In my life I've woken up on Monday mornings to face the reality of working full time, going to school full time and working part time, and being left home alone with a house full of kids. You can't compare apples to grapes, but what I know is that regardless of what my day looks like, Mondays are hard. You can get kicked in the face by your toddler or spend two hours reassuring a disgruntled employee. Does it matter? The longing to be air lifted out of the mess and dropped onto your sofa, preferably in your sweat pants with little elves standing by to bring you cold drinks and little cakes with chocolate frosting is universal. When I worked I often spent Monday morning wishing I could quit. When I quit I often spent Monday morning looking at my online bank statements and wishing I worked. Come to think of it, I think I've spent most Monday mornings wishing myself somewhere else. I like what I do and I like where I am...but I don't see my wishing well disappearing anytime soon. Mondays are hard.

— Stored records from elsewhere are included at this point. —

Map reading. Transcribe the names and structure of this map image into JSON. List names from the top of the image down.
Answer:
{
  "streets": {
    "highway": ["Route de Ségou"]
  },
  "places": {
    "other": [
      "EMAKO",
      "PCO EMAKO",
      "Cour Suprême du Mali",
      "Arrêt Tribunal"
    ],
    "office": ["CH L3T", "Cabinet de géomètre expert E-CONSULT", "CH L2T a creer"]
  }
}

When I had two little girls under the age of three we had some friends over on a Sunday evening. As they prepared to go home they groaned, thinking aloud that Monday morning would come quickly. I know what you mean, I said. They looked puzzled. They didn't have children and from a distance my life appeared as one of those little tupperware containers that keep everything fresh. I could see myself through their I haven't had kids yet goggles. The view conjured picnics at the park and steaming bowls of homemade macaroni and cheese. There's nothing about getting kicked in the face in those sort of pre-parenthood fantasies. One of them finally mustered a response. But you don't have a job. You can do whatever you want tomorrow, can't you? I wanted to hug them for the innocence of that remark. It takes having a child to know that your time will never be your own again, or so it will feel for many, many years.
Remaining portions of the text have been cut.